Sutcliffe's Commentary on the Old and New TestamentsSutcliffe's Commentary

Verses 1-19

Leviticus 5:1. He shall bear his iniquity. Proverbs 29:24, seems to refer to this passage. “He that hears cursing, and betrays it not, hates his own soul.” The sons of Belial said, that they heard Naboth blaspheme God and the king. Both Satan and his servants will cite the scriptures to impose and deceive.

Leviticus 5:2. If a soul touch any unclean thing. The carcase of a reptile, of an unclean beast, or a dead body. The daily impurities of the Hebrews were cleansed by washing, and by the evening sacrifice. But the law here respected a man’s approach to the sanctuary, or the eating of holy things.

Leviticus 5:4. If a soul swear, that is lightly and foolishly, or pronounce a rash word. Rash vows of hurting ourselves, or our neighbours, are here declared to be very sinful. Men had better repent of the rashness, than have bitter cause to repent of the vow and the sin.

Leviticus 5:5. Confess that he hath sinned. So in Numbers 5:7. The papists turn this to their own purpose. Agat pœnitentiam pro peccato. He shall do penance for his sin; whereas Leviticus 5:6 prescribes no penance, except a lamb from the flock. Repentance must be “towards God.”

Leviticus 5:15. If a soul commit a trespass in holy things. The LXX read πλημμελεια , which refers to some fraud, by withholding the tenths for the support of the sanctuary and its ministers, whether of corn or of the firstlings of his flock, he was here not only enjoined to restore it, but to add a fifth part as a fine for his fault. The whole tribe of Levi gave up their land; they had no lot but forty eight cities. Hence in fact, the people only cultivated the lands of the levites, while the levites, in return, devoted their lives to the instruction of the people: to rob the levites therefore was to rob the Lord. Malachi 3:8.


The first object which presents itself in this chapter, is a caveat against perjury. If any Israelite heard it, and did not bear his testimony against it, he participated of the crime; and in fact, it is so with almost every other sin. For we have all one Father, even God; and if we see or hear iniquity committed against him, and do not testify against it, how can he regard us as his friends? This is a striking argument against being partakers of other mens’ sins.

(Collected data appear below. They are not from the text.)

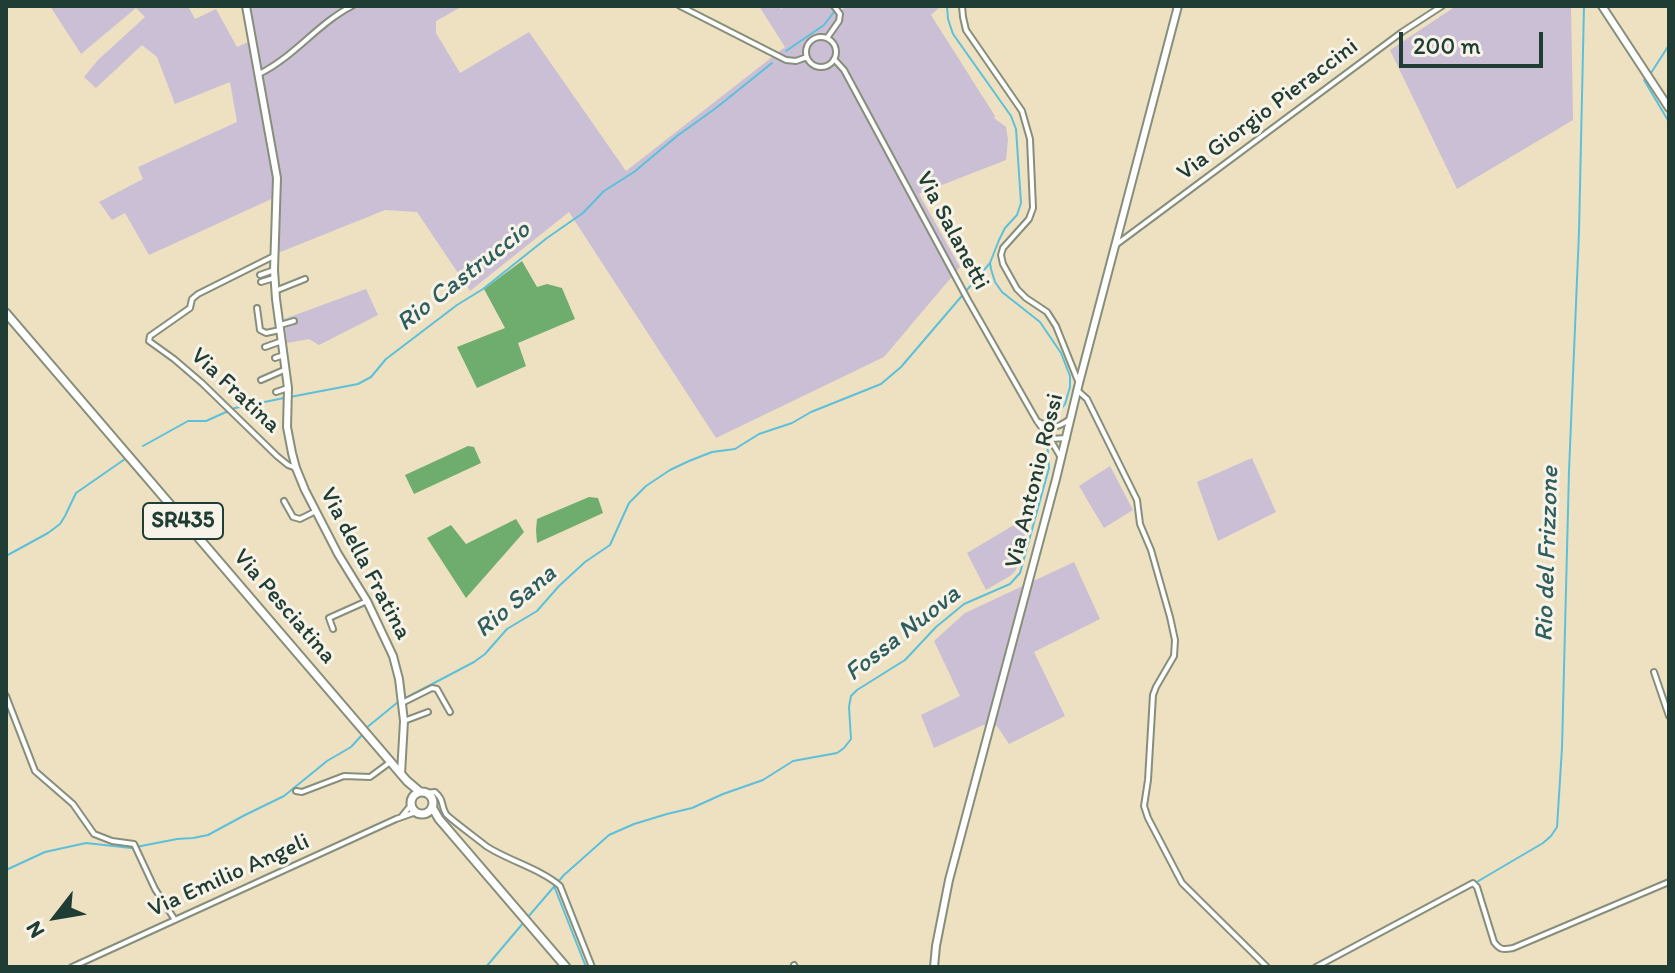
<!DOCTYPE html>
<style>
body{margin:0}
#map{position:relative;width:1675px;height:973px;overflow:hidden;background:#ede1c2;font-family:Itim,sans-serif}
canvas{display:block}
.frame{position:absolute;inset:0;border:8px solid #1f3d34;pointer-events:none}
.north{position:absolute;left:16px;top:877px;width:80px;height:80px;-webkit-text-stroke:6px #f7f3e8;paint-order:stroke;rotate:239deg;font-size:22px;font-weight:700;line-height:32px;text-align:center;color:#1f3d34}
.north::after{content:'';display:block;margin:auto;width:28px;height:36px;background:#1f3d34;clip-path:polygon(50% 0,100% 100%,50% 72%,0 100%)}
.scale{position:absolute;left:1399px;top:32px;width:144px;height:36px;box-sizing:border-box;border:4px solid #1f3d34;border-top:0;padding-left:10px;font-size:24px;line-height:28px;white-space:nowrap;color:#1f3d34;-webkit-text-stroke:6px #f7f3e8;paint-order:stroke}
</style>
<div id="map">
<canvas width="1675" height="973"></canvas>
<div class="frame"></div>
<div class="north">N</div>
<div class="scale">200 m</div>
</div>
<script>
const ctx = document.querySelector('canvas').getContext('2d');
ctx.lineJoin = 'round';
function paint(path, color) { ctx.fillStyle = color; ctx.fill(path, 'evenodd'); }
function stroke(path, color, width, dash) { ctx.strokeStyle = color; ctx.lineWidth = width; ctx.lineCap = dash ? 'butt' : 'round'; ctx.setLineDash(dash || []); ctx.stroke(path); }
function label(font, color, halo, rows, align = 'center') {
  ctx.font = font + ' Itim,sans-serif'; ctx.lineWidth = 6; ctx.setLineDash([]); ctx.textBaseline = 'middle'; ctx.strokeStyle = halo; ctx.fillStyle = color; for (const [text, x, y, turn = 0] of rows) {
    ctx.save(); ctx.translate(x, y); ctx.rotate((+turn || 0) * Math.PI / 180); ctx.textAlign = isNaN(turn) ? turn : align; if (halo) ctx.strokeText(text, 0, 0); ctx.fillText(text, 0, 0); ctx.restore();
  }
}
paint(new Path2D(`
 M50,6H188L195,19L216,9L237,47L255,39L249,6H463L436,21V33L460,73L529,32L626,171L785,47L759,6H779L781,9L786,6H838L841,10L848,6H939L940,7L931,15L995,116L994,118L1006,127L1008,140L1006,160L919,194L960,267L884,357L716,438L569,212L470,291L417,212L385,210L278,253V196L149,255L125,213L112,220L99,202L143,179L138,167L237,122L230,82L175,104L157,57L142,45L96,88L84,77L98,60L145,17L136,8L81,54Z
 M1456,6H1544L1546,8L1549,6H1571L1573,120L1457,189L1390,50Z
 M366,289L378,315L319,345L309,339L287,343L284,319Z
 M1252,458L1276,512L1218,541L1197,482Z
 M1110,466L1133,510L1104,528L1079,486Z
 M1029,516L1016,570L1010,576L986,590L967,553Z
 M1074,562L1100,619L1034,652L1065,716L1009,744L997,726L983,725L934,748L921,715L960,696L934,641L965,613Z`), '#cbbfd5');
paint(new Path2D(`
 M522,261L537,287L547,284L562,288L575,319L518,343L526,366L477,388L457,347L505,328L484,289Z
 M468,446L474,447L481,463L414,494L405,475Z
 M589,497L598,498L603,513L537,543L536,530L537,519Z
 M516,519L524,532L466,598L427,538L451,525L466,544Z`), '#6fad6e');
stroke(new Path2D(`
 M947,6L948,19L953,34L1011,116L1016,129L1021,203L1017,215L1005,228L999,240L990,263L991,269L995,282L1002,292L1040,322L1061,353L1070,376V387L1065,404L1049,423
 M786,51L824,25L834,12L842,6
 M1651,73L1669,45
 M1644,80L1669,122
 M290,397L358,384L371,377L386,359L457,305L483,289L547,238L583,213L604,191L634,172L677,136L716,108L772,63
 M143,446L188,421H206L235,408L284,398
 M6,556L48,533L60,524L65,516L76,493L125,459
 M365,729L398,702L474,662L485,654L507,629L537,611L559,586L585,562L610,545L629,503L646,486L670,470L689,461L712,452L735,449L759,434L792,423L811,412L881,384L901,367L990,263
 M6,870L45,852L86,843L131,848L177,839L193,838L208,835L245,815L284,796L327,761L351,747L362,735
 M1475,883L1543,843L1551,836L1557,827L1562,748L1569,471L1579,232L1584,6
 M554,886L586,967
 M528,917L564,875L609,835L634,824L667,814L692,808L723,794L763,780L793,761L837,753L844,748L851,739L849,707L851,696L857,690L905,660L936,627L964,604L1010,584L1020,573L1049,468L1047,441
 M486,967L524,922`), '#5cc0da', 2);
const minor = new Path2D(`
 M680,6L786,60L796,61L807,57
 M962,6L963,17L966,30L1022,111L1030,139L1033,208L1029,219L1003,248L1001,255L1003,264L1017,289L1026,298L1047,312L1056,326L1078,381
 M806 52a15 15 0 1 1 30 0a15 15 0 1 1-30 0Z
 M827,38L839,21L840,14L834,6
 M834,59L844,70L968,300L1037,421L1050,439L1060,456
 M259,74C294,57 317,24 352,6
 M1117,244L1402,32L1442,6
 M274,256L198,294L192,299L190,308L150,336L149,341L174,359L202,383L277,456L288,465L296,468
 M260,275L274,270
 M261,282L274,278
 M275,291L305,279
 M257,308L260,330L266,333L280,330
 M280,325L294,321
 M265,347L282,341
 M275,358L284,355
 M261,380L284,370
 M1077,390L1087,399L1137,500L1140,524L1151,550L1170,617L1175,640L1174,656L1156,687L1153,695L1148,780L1144,806L1148,818L1182,883L1267,967
 M276,392L288,388
 M1039,422C1051,429 1058,428 1070,419
 M1050,439L1067,438
 M284,501L293,517L300,519L316,511
 M333,629L329,618L367,601
 M1654,672L1669,716
 M6,696L35,771L73,804L94,834L112,841L134,844L155,889L175,920
 M402,703L432,688L437,689L450,712
 M404,721L428,712
 M296,791L302,792L344,776L370,777L389,763
 M425,793L435,792C445,801 440,804 446,814C450,819 479,840 486,846C507,860 543,870 560,886L592,967
 M402,816L411,805
 M794,965L795,967
 M72,967L396,819L416,812
 M1316,967L1473,883L1477,887L1494,942C1500,950 1503,950 1513,948L1669,882`);
const tertiary = new Path2D(`
 M246,6L277,178L274,270L276,299L288,388L287,427L292,453L296,468L305,490L338,554L367,601L393,656L399,679L404,721L401,774`);
const secondary = new Path2D(`
 M1602,6L1669,108
 M934,967L936,946L949,880L1056,479L1079,383L1178,6`);
const primary = new Path2D(`
 M6,313L407,781L420,792
 M411 803a11 11 0 1 1 22 0a11 11 0 1 1-22 0Z
 M432,807L439,819L566,967`);
stroke(minor, '#868f7b', 8);
stroke(tertiary, '#868f7b', 10);
stroke(secondary, '#868f7b', 10);
stroke(primary, '#868f7b', 11);
stroke(minor, '#fff', 4);
stroke(tertiary, '#fff', 6);
stroke(secondary, '#fff', 6);
stroke(primary, '#fff', 7);
for (const [x, y, w] of [
 [183,521,80]
]) { const box = new Path2D(); box.roundRect(x - w / 2, y - 18, w, 36, 6); ctx.fillStyle = '#f7f3e8'; ctx.fill(box); stroke(box, '#1f3d34', 2); }
label('bold 22px', '#1f3d34', null, [
 ["SR435",183,521]
]);
label('24px', '#1f3d34', '#f7f3e8', [
 ["Via Giorgio Pieraccini",1268,110,-37],
 ["Via Salanetti",952,231,62],
 ["Via Fratina",235,391,43],
 ["Via Antonio Rossi",1035,481,-76],
 ["Via della Fratina",365,564,62],
 ["Via Pesciatina",284,607,49],
 ["Via Emilio Angeli",229,876,-24]
]);
label('italic 26px', '#2e5e5e', '#f7f3e8', [
 ["Rio Castruccio",464,277,-38],
 ["Rio del Frizzone",1548,554,-88],
 ["Rio Sana",516,602,-40],
 ["Fossa Nuova",903,634,-38]
]);
</script>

If a man had defiled himself with touching a dead body, and had neglected to cleanse himself and had eaten of holy things, or approached the sanctuary of God, so defiled, he is declared to have sinned; and atonement must be made for him. Let us beware of approaching the Lord with any defilement, either of body or mind, unrenounced and unabhorred. And as to the sins of which we may not be properly aware, let us pray the Lord to search and cleanse us from every secret fault.

Rash words, oaths and vows, being sinful in their nature, and the effect rather of passion than of judgment, all need atonement in the sight of God. Man, who is lord neither of life nor limb, but a mere creature dependant every moment on his Maker’s pleasure, should make no vows but in submission to his will: but if he have uttered an indiscreet word, or made a rash vow, he had better desist from keeping it, and repent before the Lord: for it is a gross mistake to suppose, that a holy God will accept the payment of any vow, where the motive is not pure and holy. A bad vow has been regarded as a sword with two edges, which cuts both ways: either payment or repentance will wound the mind.

Observe the gracious condescension of the Lord; if the offender was poor, and could not bring the prescribed victim, two doves or a little flour would be accepted. The Father of mercies will never spurn the poor and the needy from his presence, nor from the atonement of Christ Jesus. What a pity that the wicked should remain in sin and alienated from God, seeing the way is applained, and access made easy. Surely if men knew the riches of his mercy, they would revere his justice and adore his grace.